Elsa Group SA
- Industry: Dairy
- Founded: 1955
- Headquarters: Estavayer-le-Lac FR, Switzerland
- Key people: Matthew Robin (Company director)
- Revenue: 657 mln. CHF (2005)
- Number of employees: 696 (2022)
- Website: www.migrosindustrie.ch

= Elsa Group =

Swiss food company

The Elsa Group SA (previously known as Estavayer Lait SA, ELSA for short), based in Estavayer-le-Lac, is a company belonging to the Swiss retail group Migros that produces dairy products and colonial goods. In the 2005 financial year, the company had 622 employees and achieved 657 million francs in sales. The products are primarily manufactured for the Migros cooperatives and sold in their stores; a selection of products are sold abroad under Migros’s export label Swiss Delice. The Elsa Group is one of the largest dairies in Switzerland and one of its 500 largest companies.

== History ==
In 1955, the Migros-Genossenschafts-Bund (Migros Cooperative Association) founded the company Conserves Estavayer SA (CESA), which from 1956 canned peas, beans, pickled cucumber, spinach and jam. The production of dairy products began in 1960, where Migros competed against organized dairies. CESA was the first Swiss company to begin packaging pasteurized milk in Tetra Paks in 1968. Over the years, CESA gradually divested itself of almost all business areas (selling to sister companies) with the exception of milk processing and changed its name to Estavayer Lait SA (ELSA) in 1998. The changeover was completed in 2003 with the conversion of the headquarters in Estavayer-le-Lac into ELSA's central production and logistics location and the closure of all other locations.

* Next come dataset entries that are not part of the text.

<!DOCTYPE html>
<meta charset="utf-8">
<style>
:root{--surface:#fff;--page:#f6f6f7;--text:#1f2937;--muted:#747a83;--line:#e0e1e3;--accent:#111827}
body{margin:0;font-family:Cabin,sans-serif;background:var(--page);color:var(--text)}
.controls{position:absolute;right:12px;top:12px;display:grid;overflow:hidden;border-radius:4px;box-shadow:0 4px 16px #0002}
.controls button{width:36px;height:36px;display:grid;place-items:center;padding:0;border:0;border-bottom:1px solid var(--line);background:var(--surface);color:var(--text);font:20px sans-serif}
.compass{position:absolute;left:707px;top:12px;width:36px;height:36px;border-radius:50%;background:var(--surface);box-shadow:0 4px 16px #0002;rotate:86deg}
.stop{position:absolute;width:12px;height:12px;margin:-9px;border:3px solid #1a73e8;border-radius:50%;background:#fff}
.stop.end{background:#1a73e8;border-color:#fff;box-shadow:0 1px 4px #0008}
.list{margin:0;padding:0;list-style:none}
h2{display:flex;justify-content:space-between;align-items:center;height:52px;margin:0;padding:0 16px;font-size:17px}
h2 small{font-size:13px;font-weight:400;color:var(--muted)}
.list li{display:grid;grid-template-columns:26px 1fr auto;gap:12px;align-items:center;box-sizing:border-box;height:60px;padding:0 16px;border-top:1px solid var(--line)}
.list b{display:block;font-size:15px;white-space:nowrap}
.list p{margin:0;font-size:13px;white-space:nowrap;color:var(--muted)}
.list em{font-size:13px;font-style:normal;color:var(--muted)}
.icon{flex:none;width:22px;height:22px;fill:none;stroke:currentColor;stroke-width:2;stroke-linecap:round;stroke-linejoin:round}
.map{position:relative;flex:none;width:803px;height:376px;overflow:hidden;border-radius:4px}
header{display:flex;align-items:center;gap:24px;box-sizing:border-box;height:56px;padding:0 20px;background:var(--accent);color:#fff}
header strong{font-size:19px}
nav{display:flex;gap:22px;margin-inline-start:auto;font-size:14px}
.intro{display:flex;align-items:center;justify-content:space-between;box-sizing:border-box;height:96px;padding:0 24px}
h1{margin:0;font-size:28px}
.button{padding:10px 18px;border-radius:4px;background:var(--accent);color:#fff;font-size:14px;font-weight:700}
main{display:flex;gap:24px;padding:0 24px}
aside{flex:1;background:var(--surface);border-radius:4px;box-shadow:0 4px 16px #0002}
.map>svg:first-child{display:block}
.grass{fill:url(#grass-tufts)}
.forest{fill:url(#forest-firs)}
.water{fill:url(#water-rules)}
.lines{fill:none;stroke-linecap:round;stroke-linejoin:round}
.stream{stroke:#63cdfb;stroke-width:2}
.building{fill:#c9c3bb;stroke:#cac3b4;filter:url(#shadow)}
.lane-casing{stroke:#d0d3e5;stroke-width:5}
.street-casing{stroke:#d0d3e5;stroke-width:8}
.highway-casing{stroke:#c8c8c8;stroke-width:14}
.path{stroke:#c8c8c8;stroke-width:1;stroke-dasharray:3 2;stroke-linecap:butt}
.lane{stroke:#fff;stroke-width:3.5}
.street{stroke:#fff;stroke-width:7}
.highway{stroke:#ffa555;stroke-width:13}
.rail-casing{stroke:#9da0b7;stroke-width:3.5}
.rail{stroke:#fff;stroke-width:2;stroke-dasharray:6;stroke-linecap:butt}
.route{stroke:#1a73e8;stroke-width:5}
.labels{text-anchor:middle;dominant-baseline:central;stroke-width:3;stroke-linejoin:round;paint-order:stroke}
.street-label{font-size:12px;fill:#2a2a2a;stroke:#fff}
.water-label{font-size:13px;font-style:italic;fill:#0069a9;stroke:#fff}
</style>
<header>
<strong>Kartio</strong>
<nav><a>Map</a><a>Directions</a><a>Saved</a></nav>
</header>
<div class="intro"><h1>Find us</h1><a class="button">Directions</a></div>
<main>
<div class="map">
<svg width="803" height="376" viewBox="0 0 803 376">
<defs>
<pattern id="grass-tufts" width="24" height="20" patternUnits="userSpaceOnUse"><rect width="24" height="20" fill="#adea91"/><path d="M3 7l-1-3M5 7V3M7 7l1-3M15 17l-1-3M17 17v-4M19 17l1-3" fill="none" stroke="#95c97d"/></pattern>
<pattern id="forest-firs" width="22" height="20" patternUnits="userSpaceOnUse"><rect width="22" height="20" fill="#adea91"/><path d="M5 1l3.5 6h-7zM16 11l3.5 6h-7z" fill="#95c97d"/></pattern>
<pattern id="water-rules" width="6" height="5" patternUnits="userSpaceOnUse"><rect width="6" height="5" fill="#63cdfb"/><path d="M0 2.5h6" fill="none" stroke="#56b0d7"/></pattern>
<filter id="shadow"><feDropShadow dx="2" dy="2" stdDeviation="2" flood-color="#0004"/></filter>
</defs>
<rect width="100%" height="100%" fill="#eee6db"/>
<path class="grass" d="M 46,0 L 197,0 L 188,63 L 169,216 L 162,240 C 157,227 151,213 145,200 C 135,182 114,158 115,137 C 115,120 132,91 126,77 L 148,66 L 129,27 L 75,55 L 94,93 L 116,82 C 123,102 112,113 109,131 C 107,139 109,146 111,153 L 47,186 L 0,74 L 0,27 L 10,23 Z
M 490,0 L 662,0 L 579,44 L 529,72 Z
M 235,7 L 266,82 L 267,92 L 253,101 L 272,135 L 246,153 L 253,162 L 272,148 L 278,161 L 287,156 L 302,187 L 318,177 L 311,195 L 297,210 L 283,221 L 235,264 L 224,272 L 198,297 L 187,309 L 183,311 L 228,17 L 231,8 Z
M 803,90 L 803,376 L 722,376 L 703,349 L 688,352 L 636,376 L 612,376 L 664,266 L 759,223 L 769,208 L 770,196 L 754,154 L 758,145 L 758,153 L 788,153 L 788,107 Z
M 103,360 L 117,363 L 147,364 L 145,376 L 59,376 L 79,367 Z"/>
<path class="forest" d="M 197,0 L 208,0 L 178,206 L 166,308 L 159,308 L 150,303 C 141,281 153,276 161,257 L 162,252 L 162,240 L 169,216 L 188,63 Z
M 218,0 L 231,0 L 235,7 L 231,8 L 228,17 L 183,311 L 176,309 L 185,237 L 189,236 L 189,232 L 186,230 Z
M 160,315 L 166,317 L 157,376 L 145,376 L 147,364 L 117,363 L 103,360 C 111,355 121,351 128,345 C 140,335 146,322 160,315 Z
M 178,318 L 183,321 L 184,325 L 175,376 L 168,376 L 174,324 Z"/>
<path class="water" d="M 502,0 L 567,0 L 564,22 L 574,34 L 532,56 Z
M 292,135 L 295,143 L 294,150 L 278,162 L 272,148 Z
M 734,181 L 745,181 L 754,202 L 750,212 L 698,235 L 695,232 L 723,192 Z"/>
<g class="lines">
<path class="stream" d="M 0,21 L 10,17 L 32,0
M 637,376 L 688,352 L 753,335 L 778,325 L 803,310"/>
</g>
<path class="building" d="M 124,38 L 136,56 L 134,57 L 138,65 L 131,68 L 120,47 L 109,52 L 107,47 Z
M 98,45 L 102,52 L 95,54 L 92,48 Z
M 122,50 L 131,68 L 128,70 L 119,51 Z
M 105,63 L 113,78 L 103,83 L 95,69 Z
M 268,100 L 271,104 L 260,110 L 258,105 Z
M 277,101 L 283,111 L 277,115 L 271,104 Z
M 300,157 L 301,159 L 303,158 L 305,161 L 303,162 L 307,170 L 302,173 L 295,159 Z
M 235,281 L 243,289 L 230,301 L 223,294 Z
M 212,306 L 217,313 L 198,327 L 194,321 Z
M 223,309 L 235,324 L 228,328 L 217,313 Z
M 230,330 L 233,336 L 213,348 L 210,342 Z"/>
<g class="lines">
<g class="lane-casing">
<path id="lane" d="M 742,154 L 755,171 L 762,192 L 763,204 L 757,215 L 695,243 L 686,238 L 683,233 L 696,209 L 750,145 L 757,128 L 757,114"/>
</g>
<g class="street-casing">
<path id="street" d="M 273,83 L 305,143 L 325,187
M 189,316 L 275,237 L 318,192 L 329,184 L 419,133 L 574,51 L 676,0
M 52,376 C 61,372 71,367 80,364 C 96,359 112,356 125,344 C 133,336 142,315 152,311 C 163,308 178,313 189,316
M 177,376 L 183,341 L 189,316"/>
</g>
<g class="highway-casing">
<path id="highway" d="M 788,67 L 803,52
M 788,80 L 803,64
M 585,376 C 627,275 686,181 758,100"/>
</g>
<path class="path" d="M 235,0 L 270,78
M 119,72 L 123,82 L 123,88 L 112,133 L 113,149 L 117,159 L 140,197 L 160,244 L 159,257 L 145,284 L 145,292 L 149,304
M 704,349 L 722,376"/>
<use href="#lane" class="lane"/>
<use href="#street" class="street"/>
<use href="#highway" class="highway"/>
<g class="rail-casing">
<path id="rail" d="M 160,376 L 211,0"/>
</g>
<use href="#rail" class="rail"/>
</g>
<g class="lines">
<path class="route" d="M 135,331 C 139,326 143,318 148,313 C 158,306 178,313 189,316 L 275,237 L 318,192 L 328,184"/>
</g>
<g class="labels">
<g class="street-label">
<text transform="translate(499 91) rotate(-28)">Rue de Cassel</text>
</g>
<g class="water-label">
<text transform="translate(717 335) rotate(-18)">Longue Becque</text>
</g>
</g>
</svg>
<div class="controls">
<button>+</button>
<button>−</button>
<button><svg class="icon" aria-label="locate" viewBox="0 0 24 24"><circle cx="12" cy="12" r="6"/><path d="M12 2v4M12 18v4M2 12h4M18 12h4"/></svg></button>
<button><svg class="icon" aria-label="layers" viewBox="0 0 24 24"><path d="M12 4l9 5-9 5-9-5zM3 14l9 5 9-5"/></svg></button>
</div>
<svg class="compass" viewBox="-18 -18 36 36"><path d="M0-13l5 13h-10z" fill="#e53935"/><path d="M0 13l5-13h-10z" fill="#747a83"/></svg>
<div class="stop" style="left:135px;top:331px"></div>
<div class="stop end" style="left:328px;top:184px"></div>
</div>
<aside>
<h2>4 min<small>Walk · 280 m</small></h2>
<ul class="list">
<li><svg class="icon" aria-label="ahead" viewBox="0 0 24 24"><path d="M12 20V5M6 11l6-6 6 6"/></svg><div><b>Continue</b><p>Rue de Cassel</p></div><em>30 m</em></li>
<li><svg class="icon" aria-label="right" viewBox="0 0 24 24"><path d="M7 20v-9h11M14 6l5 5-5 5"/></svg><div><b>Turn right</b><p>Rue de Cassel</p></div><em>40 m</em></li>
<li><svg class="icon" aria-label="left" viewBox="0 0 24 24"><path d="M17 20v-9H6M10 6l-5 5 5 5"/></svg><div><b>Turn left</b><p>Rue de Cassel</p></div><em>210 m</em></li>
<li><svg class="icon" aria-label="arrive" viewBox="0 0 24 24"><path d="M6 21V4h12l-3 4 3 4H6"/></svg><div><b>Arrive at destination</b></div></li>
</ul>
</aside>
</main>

The ELSA-Mifroma Group was founded in 1999. In 2010, a stake was acquired in Schwyzer Milchhuus AG. In 2016, ELSA took over the majority of the company Idhéa in Hochfelden, Alsace. The production of salad and other sauces were gradually relocated there from Estavayer-le-Lac in the beginning of 2018. In 2017, ELSA increased its stake in Schwyzer Milchhuus AG from 34 to 60 percent, thereby taking over the majority in the central Swiss family business founded in 1899. At the end of 2017, ELSA and Migros left the Branchenorganisation Milch (BOM, Milk Industry Organization).

In mid-2019, ELSA took over SoFine Foods, located in the province of Limburg, Netherlands, which had belonged to Alpro since 2006. SoFine Foods produces vegan meat substitute products, including the Migros Cornatur brand. Until 2019, ELSA and the Migros Aare cooperative, together with Aaremilch AG, had built a new milk bottling plant in the municipality of Diemtigen. At the end of 2019, IP-Suisse-Wiesenmilch, which at the time was still produced by Emmi in Suhr, was to be bottled there. In 2022, 50% of Aaremilch AG and 100% of Simmental Switzerland AG were acquired. ELSA also produces for direct competitors, including Coop.

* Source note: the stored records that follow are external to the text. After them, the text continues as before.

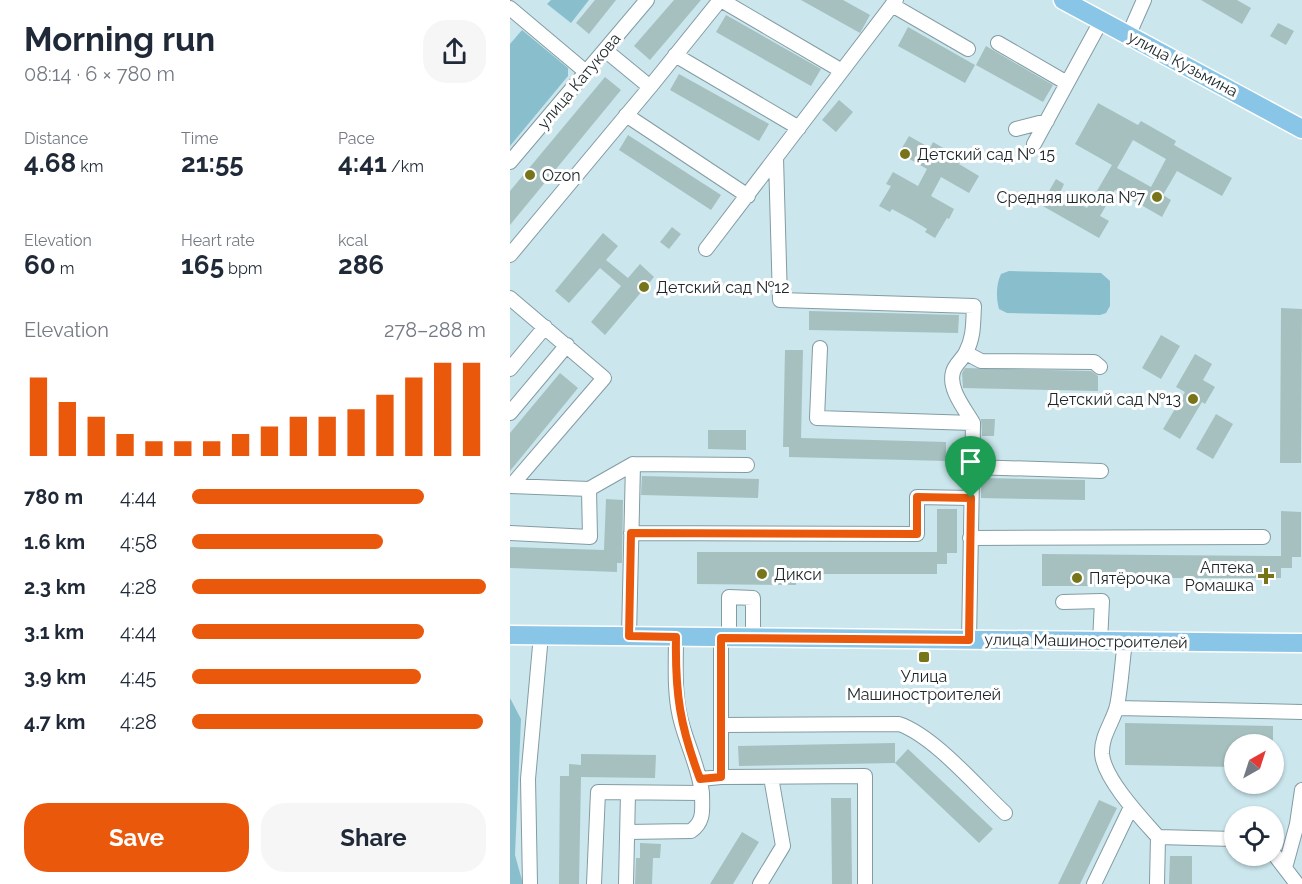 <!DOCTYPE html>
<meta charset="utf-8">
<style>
:root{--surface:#fff;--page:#f6f6f7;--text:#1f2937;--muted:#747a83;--accent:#ea580c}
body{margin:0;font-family:Raleway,sans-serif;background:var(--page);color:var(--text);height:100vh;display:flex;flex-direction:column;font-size:22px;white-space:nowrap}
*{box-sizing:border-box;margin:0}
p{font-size:20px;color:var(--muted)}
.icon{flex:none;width:33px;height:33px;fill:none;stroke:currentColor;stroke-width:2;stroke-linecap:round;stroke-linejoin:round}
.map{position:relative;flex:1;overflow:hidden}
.sheet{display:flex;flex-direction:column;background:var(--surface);width:510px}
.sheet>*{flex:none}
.needle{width:39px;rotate:39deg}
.buttons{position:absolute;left:714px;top:734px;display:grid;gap:12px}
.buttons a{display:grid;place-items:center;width:60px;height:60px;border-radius:50%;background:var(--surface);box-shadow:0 2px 4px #0004;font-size:30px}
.pin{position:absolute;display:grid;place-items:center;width:51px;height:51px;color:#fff;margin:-62px -26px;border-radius:50% 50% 50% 0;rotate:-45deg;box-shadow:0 0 6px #0007}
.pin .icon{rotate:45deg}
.round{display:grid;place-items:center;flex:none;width:63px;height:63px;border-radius:24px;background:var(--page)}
.summary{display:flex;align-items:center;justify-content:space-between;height:102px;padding:0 24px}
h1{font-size:33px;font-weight:700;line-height:45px}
.stats{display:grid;grid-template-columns:repeat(3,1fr);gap:9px;height:102px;padding:6px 24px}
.stats div{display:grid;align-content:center}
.stats b{font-size:26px;font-weight:700}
.stats small{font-size:16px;font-weight:400}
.stats p{font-size:16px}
.chart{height:168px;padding:12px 24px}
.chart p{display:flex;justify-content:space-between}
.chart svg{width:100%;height:108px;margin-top:6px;stroke:var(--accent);stroke-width:6}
.primary-button{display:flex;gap:12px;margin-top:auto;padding:12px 24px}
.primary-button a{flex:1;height:69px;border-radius:24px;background:var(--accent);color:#fff;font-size:24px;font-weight:700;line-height:69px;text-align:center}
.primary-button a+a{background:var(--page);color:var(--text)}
ul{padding:0 24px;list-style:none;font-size:20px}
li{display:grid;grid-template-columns:96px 72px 1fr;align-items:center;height:45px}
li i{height:15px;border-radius:8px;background:var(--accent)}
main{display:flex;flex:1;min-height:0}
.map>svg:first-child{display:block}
.green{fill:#89bfcd}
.building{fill:#a5c0bf;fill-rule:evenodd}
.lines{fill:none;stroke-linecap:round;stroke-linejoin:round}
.minor-casing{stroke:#839ca3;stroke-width:16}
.major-casing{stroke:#fff;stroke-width:21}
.minor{stroke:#fff;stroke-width:14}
.major{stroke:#89c5e6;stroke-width:18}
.route-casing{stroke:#fff;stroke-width:12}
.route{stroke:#ea580c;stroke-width:8}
.poi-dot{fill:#76751a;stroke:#fff;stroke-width:2}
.labels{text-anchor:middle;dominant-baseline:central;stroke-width:6;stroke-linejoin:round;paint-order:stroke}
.street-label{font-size:16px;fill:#1c2629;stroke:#fff}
.poi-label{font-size:16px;fill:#1c2629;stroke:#fff;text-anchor:start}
</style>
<main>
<section class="sheet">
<div class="summary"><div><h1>Morning run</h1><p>08:14 · 6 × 780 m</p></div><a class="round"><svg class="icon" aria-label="share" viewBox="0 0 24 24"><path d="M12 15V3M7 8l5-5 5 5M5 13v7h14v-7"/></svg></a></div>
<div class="stats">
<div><p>Distance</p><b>4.68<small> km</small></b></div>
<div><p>Time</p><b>21:55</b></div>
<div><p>Pace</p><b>4:41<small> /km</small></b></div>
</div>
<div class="stats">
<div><p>Elevation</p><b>60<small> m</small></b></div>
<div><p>Heart rate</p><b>165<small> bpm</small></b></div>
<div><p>kcal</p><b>286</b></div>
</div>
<div class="chart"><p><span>Elevation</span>278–288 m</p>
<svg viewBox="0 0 160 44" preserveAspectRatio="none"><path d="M5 44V12M15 44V22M25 44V28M35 44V35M45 44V38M55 44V38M65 44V38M75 44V35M85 44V32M95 44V28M105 44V28M115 44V25M125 44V19M135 44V12M145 44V6M155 44V6"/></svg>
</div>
<ul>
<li><b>780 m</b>4:44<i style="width:79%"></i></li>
<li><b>1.6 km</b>4:58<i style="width:65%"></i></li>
<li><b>2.3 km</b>4:28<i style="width:100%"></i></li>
<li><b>3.1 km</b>4:44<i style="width:79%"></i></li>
<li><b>3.9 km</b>4:45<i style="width:78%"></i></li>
<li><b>4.7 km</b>4:28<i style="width:99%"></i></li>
</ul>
<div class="primary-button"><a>Save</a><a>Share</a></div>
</section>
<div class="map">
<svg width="792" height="884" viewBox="0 0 792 884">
<rect width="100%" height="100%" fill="#cbe6ed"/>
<!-- green -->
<path class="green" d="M41 0H79L61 23 37 4Z
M12 30 58 68V76L0 146V44Z
M499 271 591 273 600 281V306L596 313 590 315 497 313 489 309C486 298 486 284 491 274Z
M0 698 11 719 5 855 13 884H0Z"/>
<!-- building -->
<path class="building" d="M85 0H106L79 34 66 23Z
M164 0H191L140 60 124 46Z
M291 0H333L360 15 350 33Z
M691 0H727L741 8 732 24Z
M216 15 311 69 301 86 206 32Z
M768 23 784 31 776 45 760 36Z
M398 27 465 65 455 83 388 46Z
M476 46 543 85 533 102 466 65Z
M169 74 259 124 249 141 160 90Z
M95 77 111 90 0 225V191Z
M329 100 343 112 326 132 312 120Z
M588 103 628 125 631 121 666 141 664 145 722 178 712 196 667 171 653 195 661 200 652 217 605 190 590 216 599 221 589 238 531 205 546 179 554 184 550 193 577 208 602 165 565 144ZM623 140 656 159 641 187 607 168Z
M118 135 211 195 201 210 109 150Z
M399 136 420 148 423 142 452 159 449 164 469 176 459 193 431 177 421 196 444 209 439 219 437 218 425 238 415 232 417 229 404 221 382 209 380 212 369 206 381 186 376 184 383 172 408 186 417 169 389 153Z
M162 227 171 234 159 249 150 242Z
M93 233 108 246 96 260 118 278 130 264 144 277 95 335 81 322 111 286 90 268 59 303 45 291Z
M771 308 792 309 791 463H770Z
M299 311 449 315 448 333 299 330Z
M651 335 670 346 651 379 632 368Z
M275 350H293L291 438 436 442V461L279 457V447H273Z
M685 354 702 364 693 380 705 387 695 404 692 402 670 439 653 429 675 392 666 387Z
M455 368 581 371 588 376V391L453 388 452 373Z
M50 373 68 388 0 471V433Z
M706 414 723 424 703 459 686 449Z
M471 419H485L484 436H472Z
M198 430H236V450L198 449Z
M132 476 249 479 248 498 131 495Z
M471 478 575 480V500L471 498Z
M96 499 113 500 112 563H107V572L0 568V547L94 550Z
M427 509H447V553H437V564H427V574H286V585L187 584V552H427Z
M771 511 791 512V557H782V568H771V578H631V586H532V554L771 556Z
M615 723 763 726V744H724V767L615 765Z
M385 743V763L398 749 483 829 469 843 385 763 229 766 228 746Z
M71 754 146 755 145 778 71 777 69 884H49L50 776H59V764L71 765Z
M321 798H341L342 884H322Z
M589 800 607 808 570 884H548Z
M232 832 249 842 223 884H200Z
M130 843 151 844 150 858H143L142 884H125L126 858H130Z
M660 856H682V884H659Z"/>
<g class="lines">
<defs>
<path id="minor" d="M211 0 332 71
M382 5 458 49
M0 8 76 72
M619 34 634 0
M488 43 557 83
M165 55 289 128
M140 87 210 0
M116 115 238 196
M506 129 537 121
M524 144 591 21
M266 158 270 300 464 306C463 323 464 337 456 352 453 359 445 364 443 372 438 389 455 409 463 423
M0 162 137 0
M196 249 386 0
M0 255 140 87 95 50
M0 298 94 378 1 486
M310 348 307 418 463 423 459 640
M456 353 471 361 584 362 590 367
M0 369 35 327
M0 413 57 345
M462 467 591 471
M0 486 79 489
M0 533 80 537 79 489 123 464 237 465
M121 533 407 534V497L461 498
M460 538 753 537
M553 602 592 601 590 642
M119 636 123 464
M219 638V597L243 598V638
M615 642C612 663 611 686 607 706 603 722 591 736 592 754 594 779 632 819 648 837L647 884
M607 708 792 712
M212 725 389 724C424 736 467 787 495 813
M211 777V637
M190 779 211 777 355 776V884
M117 832 181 831C195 821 192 809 192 793
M648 837 724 839
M764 854 787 884
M775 868 787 824 792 790
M20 884 18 779 31 635
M84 884 88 792 192 793C189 767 176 743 170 717 164 691 166 663 166 637
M116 884 118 793
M250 884 273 846 261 777
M584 884 621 807"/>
<path id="major" d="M553 0 792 129
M0 635 792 643"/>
</defs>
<!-- minor casing -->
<use href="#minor" class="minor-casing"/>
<!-- major casing -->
<use href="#major" class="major-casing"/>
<!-- minor -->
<use href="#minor" class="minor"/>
<!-- major -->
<use href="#major" class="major"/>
</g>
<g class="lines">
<defs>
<path id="route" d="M407 497 461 498 459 640 211 638V777L190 779C170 726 165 694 166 637L119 636 121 533 407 534Z"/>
</defs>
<!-- route casing -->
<use href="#route" class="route-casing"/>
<!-- route -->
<use href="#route" class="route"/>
</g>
<!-- markers -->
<g class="poi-dot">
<circle cx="395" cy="154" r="6"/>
<circle cx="20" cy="175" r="6"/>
<circle cx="647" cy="197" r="6"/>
<circle cx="134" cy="287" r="6"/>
<circle cx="683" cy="399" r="6"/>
<circle cx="252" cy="574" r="6"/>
<path d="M753 567h6v6h6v6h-6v6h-6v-6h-6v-6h6z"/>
<circle cx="567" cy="578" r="6"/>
<rect x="408" y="651" width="12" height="12" rx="3"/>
</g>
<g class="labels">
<!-- street labels -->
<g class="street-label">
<text transform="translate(673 64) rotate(28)">улица Кузьмина</text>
<text transform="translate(69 81) rotate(-50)">улица Катукова</text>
<text transform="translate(576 641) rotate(1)">улица Машиностроителей</text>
</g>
<!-- poi labels -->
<g class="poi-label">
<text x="407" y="154">Детский сад № 15</text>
<text x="32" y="175">Ozon</text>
<text x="635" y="197" text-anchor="end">Средняя школа №7</text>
<text x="146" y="287">Детский сад №12</text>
<text x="671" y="399" text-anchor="end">Детский сад №13</text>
<text x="744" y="567" text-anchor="end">Аптека<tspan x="744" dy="18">Ромашка</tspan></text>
<text x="264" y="574">Дикси</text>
<text x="579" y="578">Пятёрочка</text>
<text x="414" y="676" text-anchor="middle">Улица<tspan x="414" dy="18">Машиностроителей</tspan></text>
</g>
</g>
</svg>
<div class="buttons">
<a><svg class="needle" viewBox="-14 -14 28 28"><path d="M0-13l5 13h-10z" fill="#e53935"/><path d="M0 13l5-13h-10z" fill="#747a83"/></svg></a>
<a><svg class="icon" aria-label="locate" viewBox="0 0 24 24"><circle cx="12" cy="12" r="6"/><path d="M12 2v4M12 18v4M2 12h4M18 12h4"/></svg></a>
</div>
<div class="pin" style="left:461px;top:498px;background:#1e9e55"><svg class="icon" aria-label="arrive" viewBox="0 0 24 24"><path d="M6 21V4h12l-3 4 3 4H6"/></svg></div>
</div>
</main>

In 2023, Estavayer Lait SA was renamed Elsa Group SA and the Mifroma SA was merged into the group. Dörig Käsehandel AG (Dörig cheese trade AG) in Wittenbach also belongs to the Elsa Group. The Elsa Group is a member of IG Bio.

== Products ==
Elsa Group's products includes milk, milk drinks, cream, yogurts, cheese, cream cheese, quark and milk-based desserts. other goods which they produces include mayonnaise, salad dressings, fresh barbecue- and sidedish sauces and vinegar.